= INSTRUCTIONS FOR THE TASK =
Only the lines containing "Keep" should appear in the answer, copied from the listing below.

_ _ _ _ _ _ _

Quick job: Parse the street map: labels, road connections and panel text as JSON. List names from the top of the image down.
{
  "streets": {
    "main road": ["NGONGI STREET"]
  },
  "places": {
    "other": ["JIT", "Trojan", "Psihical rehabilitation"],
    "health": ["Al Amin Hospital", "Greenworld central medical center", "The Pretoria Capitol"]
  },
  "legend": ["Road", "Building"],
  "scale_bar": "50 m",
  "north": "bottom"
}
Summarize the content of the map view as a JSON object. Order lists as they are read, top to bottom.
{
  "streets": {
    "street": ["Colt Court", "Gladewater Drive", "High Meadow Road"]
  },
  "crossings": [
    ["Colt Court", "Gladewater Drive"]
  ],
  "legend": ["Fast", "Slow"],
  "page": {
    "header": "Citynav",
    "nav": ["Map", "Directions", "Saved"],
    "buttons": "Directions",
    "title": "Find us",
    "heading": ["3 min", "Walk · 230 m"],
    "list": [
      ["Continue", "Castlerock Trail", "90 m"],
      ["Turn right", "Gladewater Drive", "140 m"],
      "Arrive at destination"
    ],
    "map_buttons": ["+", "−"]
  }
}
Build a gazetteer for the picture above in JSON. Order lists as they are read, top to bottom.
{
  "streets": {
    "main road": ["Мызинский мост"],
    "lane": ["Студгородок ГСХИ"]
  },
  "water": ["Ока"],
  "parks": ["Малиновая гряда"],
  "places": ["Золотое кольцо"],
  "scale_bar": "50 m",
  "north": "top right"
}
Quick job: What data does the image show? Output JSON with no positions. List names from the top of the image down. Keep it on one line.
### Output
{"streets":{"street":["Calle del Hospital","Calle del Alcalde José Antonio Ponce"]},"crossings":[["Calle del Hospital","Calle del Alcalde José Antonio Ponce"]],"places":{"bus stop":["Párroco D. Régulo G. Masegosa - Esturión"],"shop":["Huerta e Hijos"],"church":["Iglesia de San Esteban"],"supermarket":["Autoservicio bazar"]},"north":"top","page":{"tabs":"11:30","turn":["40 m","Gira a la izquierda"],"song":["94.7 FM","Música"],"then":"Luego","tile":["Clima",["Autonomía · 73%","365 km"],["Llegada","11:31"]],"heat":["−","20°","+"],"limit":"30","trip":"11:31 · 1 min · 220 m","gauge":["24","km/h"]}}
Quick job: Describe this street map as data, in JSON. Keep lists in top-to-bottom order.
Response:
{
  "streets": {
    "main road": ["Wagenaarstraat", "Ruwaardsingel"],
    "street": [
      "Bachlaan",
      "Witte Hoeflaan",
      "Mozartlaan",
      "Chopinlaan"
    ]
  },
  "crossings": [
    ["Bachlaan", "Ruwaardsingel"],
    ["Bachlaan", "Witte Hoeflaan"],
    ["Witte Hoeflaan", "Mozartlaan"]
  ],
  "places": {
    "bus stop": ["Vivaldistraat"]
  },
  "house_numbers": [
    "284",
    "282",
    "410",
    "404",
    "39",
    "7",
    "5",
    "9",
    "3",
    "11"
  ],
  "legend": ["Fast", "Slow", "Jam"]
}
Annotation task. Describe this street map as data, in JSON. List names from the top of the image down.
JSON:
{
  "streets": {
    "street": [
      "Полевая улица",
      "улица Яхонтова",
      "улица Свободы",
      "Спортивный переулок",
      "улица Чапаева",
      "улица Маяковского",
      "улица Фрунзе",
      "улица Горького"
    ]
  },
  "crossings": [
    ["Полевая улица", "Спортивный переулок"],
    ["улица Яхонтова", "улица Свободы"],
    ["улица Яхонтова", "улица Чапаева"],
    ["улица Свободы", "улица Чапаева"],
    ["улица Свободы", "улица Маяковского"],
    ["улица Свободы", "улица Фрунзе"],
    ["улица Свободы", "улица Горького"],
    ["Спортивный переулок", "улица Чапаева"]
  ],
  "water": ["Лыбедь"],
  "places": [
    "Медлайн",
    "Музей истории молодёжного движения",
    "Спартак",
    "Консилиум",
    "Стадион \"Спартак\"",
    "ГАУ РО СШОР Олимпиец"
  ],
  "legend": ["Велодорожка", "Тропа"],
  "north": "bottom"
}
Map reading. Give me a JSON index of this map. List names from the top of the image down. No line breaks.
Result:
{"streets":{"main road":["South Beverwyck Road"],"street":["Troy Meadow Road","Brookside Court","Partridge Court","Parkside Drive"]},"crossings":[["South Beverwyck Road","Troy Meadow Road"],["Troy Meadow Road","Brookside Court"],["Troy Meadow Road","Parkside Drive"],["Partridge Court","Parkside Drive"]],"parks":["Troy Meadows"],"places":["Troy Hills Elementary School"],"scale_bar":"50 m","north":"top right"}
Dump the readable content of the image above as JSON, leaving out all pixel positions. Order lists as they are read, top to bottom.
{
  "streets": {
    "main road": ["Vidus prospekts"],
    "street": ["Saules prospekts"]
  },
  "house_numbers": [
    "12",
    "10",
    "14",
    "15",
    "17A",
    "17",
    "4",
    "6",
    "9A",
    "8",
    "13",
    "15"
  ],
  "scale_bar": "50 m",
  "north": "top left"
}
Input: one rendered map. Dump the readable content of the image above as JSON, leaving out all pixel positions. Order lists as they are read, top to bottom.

_ _ _ _ _ _ _

= PROBLEM SOLUTION =
Quick job: What data does the image show? Output JSON with no positions. List names from the top of the image down. Keep it on one line.
Quick job: Describe this street map as data, in JSON. Keep lists in top-to-bottom order.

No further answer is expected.